[INPUT FOR THIS TASK — start]

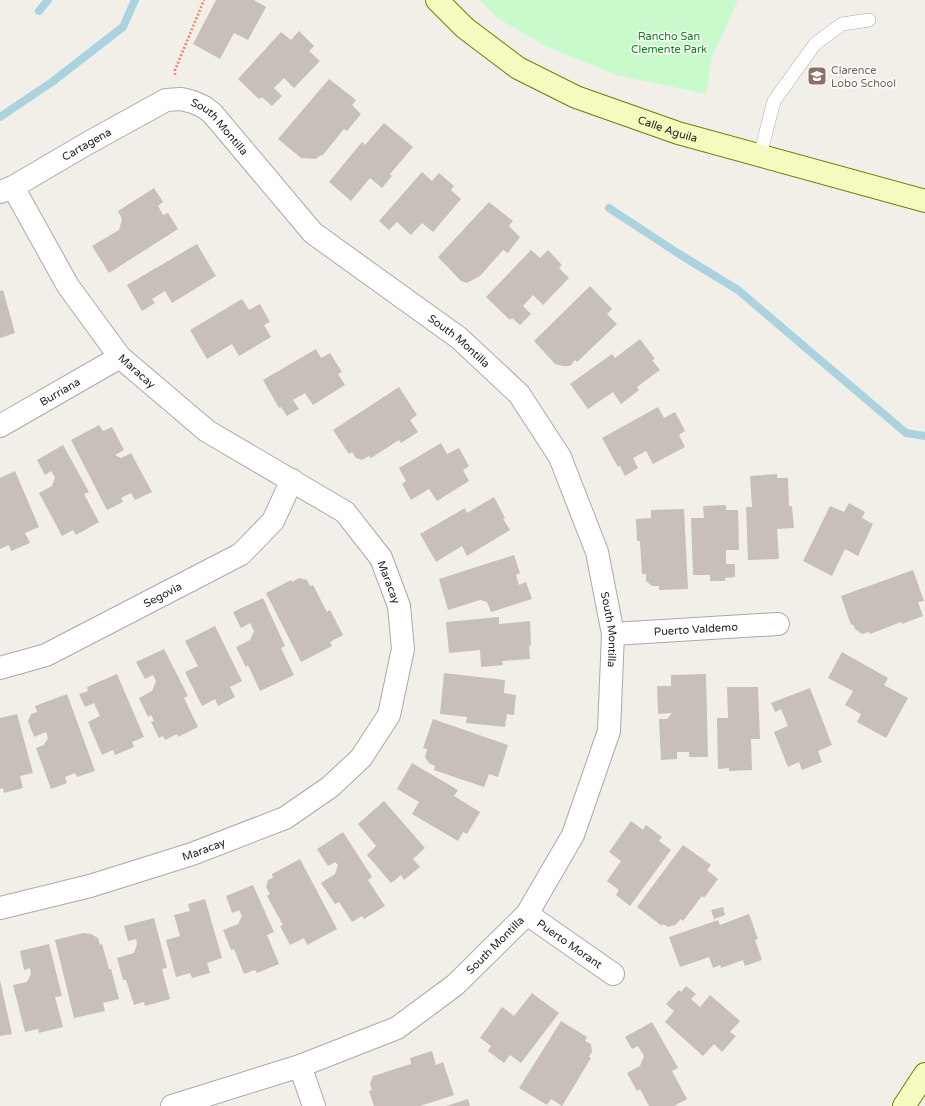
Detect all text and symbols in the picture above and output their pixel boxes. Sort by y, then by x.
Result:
park label: Rancho San Clemente Park [631,30,707,56]
place label: Clarence Lobo School [831,64,896,90]
school or university icon: Clarence Lobo School [806,65,828,87]
street label: South Montilla [189,96,251,158]
street label: Calle Aguila [636,113,699,145]
street label: Cartagena [60,125,114,164]
street label: South Montilla [425,312,492,370]
street label: Maracay [116,351,158,391]
street label: Burriana [38,375,83,409]
street label: Maracay [374,559,403,606]
street label: Segovia [141,580,184,610]
street label: South Montilla [598,591,619,668]
street label: Puerto Valdemo [653,620,739,639]
street label: Maracay [181,836,227,864]
street label: South Montilla [464,914,527,977]
street label: Puerto Morant [534,917,604,971]

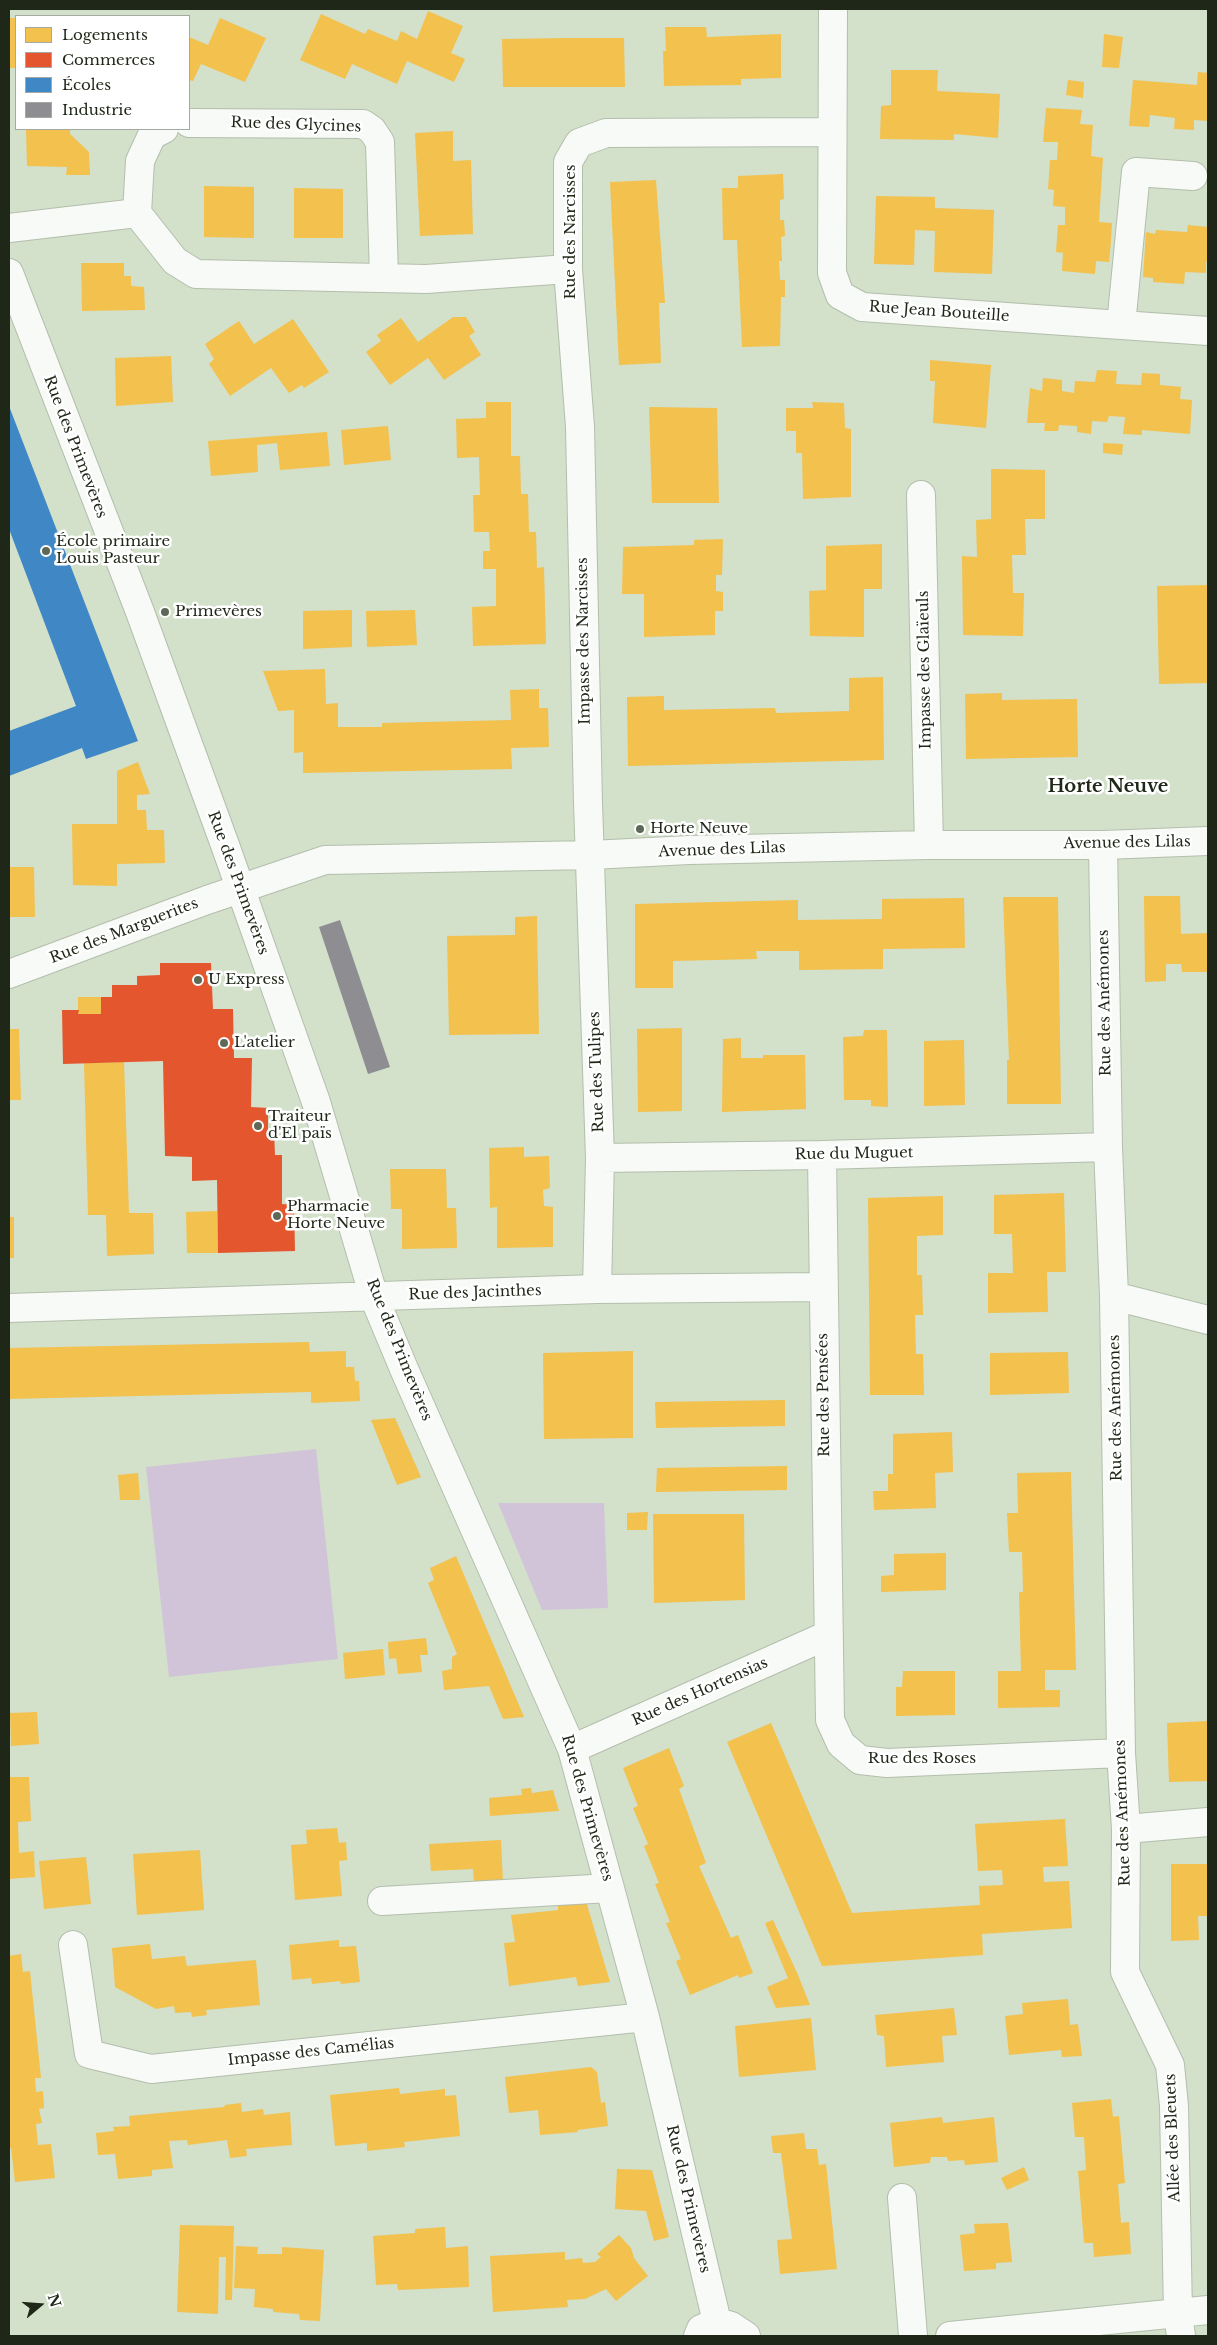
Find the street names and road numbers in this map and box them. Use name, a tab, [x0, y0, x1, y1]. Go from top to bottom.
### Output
street label: Rue des Glycines	[230, 114, 362, 136]
street label: Rue des Narcisses	[562, 164, 580, 300]
street label: Rue Jean Bouteille	[868, 298, 1010, 326]
street label: Rue des Primevères	[39, 373, 111, 521]
street label: Impasse des Narcisses	[574, 557, 594, 725]
street label: Impasse des Glaïeuls	[915, 590, 935, 750]
street label: Rue des Primevères	[204, 809, 272, 957]
street label: Avenue des Lilas	[1063, 833, 1191, 853]
street label: Avenue des Lilas	[658, 839, 786, 861]
street label: Rue des Marguerites	[47, 894, 201, 968]
street label: Rue des Anémones	[1095, 929, 1115, 1077]
street label: Rue des Tulipes	[586, 1011, 608, 1133]
street label: Rue du Muguet	[795, 1144, 913, 1164]
street label: Rue des Primevères	[362, 1276, 436, 1424]
street label: Rue des Jacinthes	[408, 1282, 542, 1304]
street label: Rue des Pensées	[814, 1333, 834, 1457]
street label: Rue des Anémones	[1106, 1334, 1126, 1482]
street label: Rue des Hortensias	[629, 1654, 771, 1730]
street label: Rue des Primevères	[557, 1733, 617, 1883]
street label: Rue des Anémones	[1111, 1739, 1135, 1887]
street label: Rue des Roses	[868, 1750, 976, 1768]
street label: Impasse des Camélias	[227, 2034, 395, 2070]
street label: Allée des Bleuets	[1162, 2073, 1184, 2203]
street label: Rue des Primevères	[662, 2123, 714, 2275]

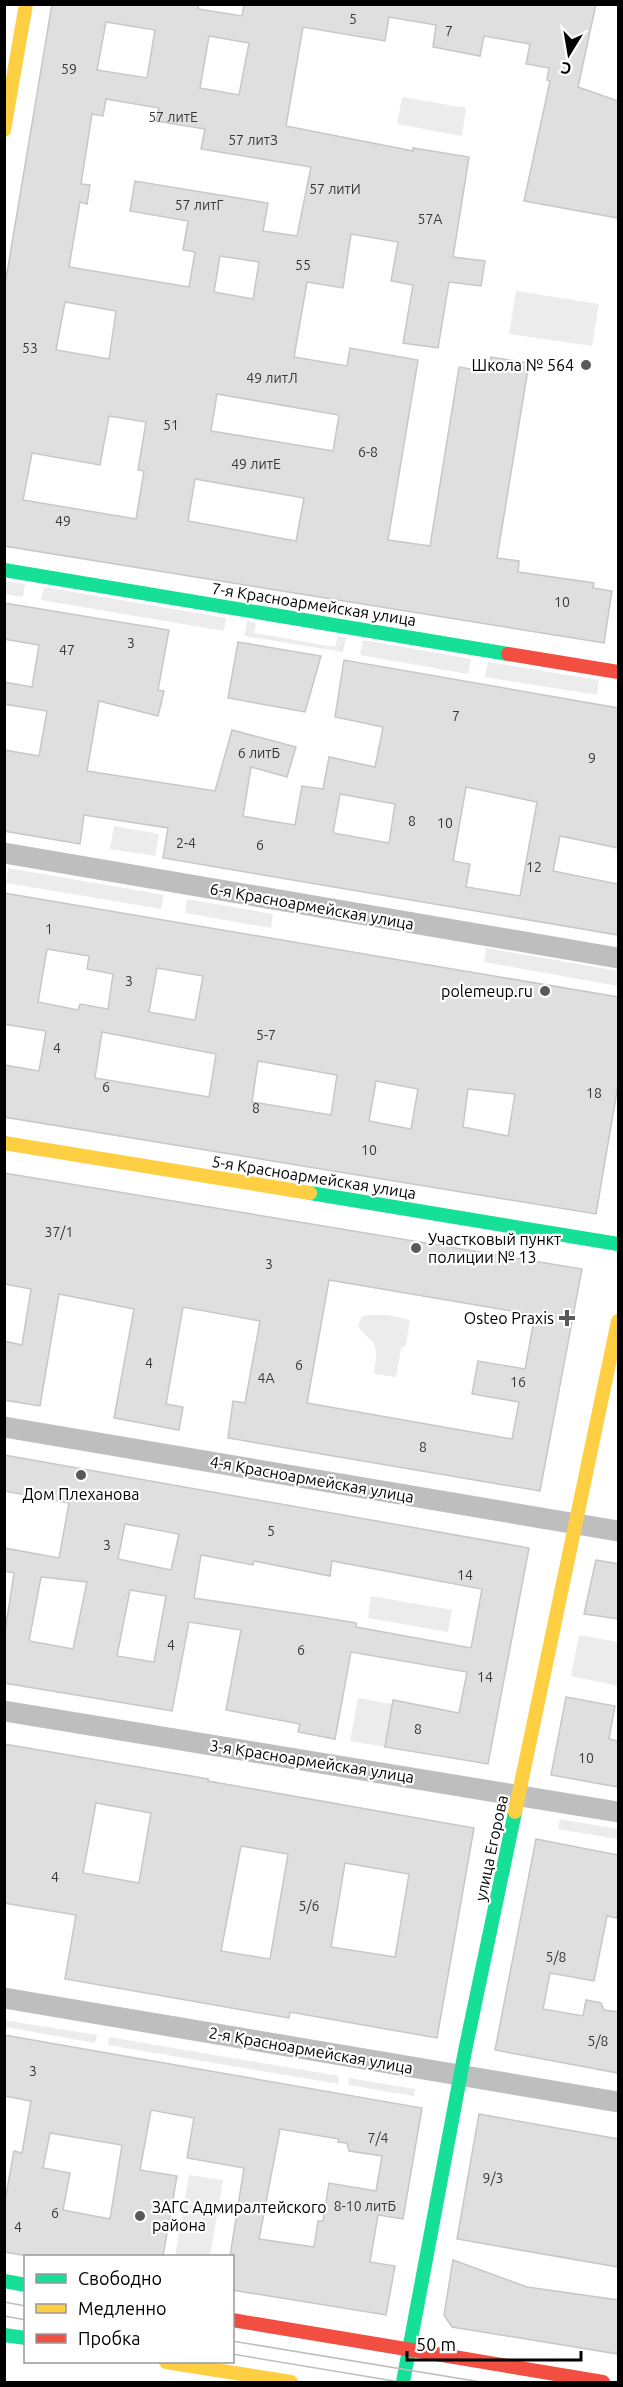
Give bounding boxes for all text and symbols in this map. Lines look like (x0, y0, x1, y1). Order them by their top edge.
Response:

[INPUT FOR THIS TASK — finish]

WORK ITEM => Exact repetition of each line above is expected; images are to be omitted.

OUTPUT OF THE TASK =>
Detect all text and symbols in the picture above and output their pixel boxes. Sort by y, then by x.
Result:
park label: Rancho San Clemente Park [631,30,707,56]
place label: Clarence Lobo School [831,64,896,90]
school or university icon: Clarence Lobo School [806,65,828,87]
street label: South Montilla [189,96,251,158]
street label: Calle Aguila [636,113,699,145]
street label: Cartagena [60,125,114,164]
street label: South Montilla [425,312,492,370]
street label: Maracay [116,351,158,391]
street label: Burriana [38,375,83,409]
street label: Maracay [374,559,403,606]
street label: Segovia [141,580,184,610]
street label: South Montilla [598,591,619,668]
street label: Puerto Valdemo [653,620,739,639]
street label: Maracay [181,836,227,864]
street label: South Montilla [464,914,527,977]
street label: Puerto Morant [534,917,604,971]

Find the street names and road numbers in this map and box them. Use name, a tab, [x0, y0, x1, y1]. Go from top to bottom.
### Output
street label: Rue des Glycines	[230, 114, 362, 136]
street label: Rue des Narcisses	[562, 164, 580, 300]
street label: Rue Jean Bouteille	[868, 298, 1010, 326]
street label: Rue des Primevères	[39, 373, 111, 521]
street label: Impasse des Narcisses	[574, 557, 594, 725]
street label: Impasse des Glaïeuls	[915, 590, 935, 750]
street label: Rue des Primevères	[204, 809, 272, 957]
street label: Avenue des Lilas	[1063, 833, 1191, 853]
street label: Avenue des Lilas	[658, 839, 786, 861]
street label: Rue des Marguerites	[47, 894, 201, 968]
street label: Rue des Anémones	[1095, 929, 1115, 1077]
street label: Rue des Tulipes	[586, 1011, 608, 1133]
street label: Rue du Muguet	[795, 1144, 913, 1164]
street label: Rue des Primevères	[362, 1276, 436, 1424]
street label: Rue des Jacinthes	[408, 1282, 542, 1304]
street label: Rue des Pensées	[814, 1333, 834, 1457]
street label: Rue des Anémones	[1106, 1334, 1126, 1482]
street label: Rue des Hortensias	[629, 1654, 771, 1730]
street label: Rue des Primevères	[557, 1733, 617, 1883]
street label: Rue des Anémones	[1111, 1739, 1135, 1887]
street label: Rue des Roses	[868, 1750, 976, 1768]
street label: Impasse des Camélias	[227, 2034, 395, 2070]
street label: Allée des Bleuets	[1162, 2073, 1184, 2203]
street label: Rue des Primevères	[662, 2123, 714, 2275]

Give bounding boxes for all text and symbols in this map. Lines look like (x0, y0, x1, y1). Order them by their top edge.
Response:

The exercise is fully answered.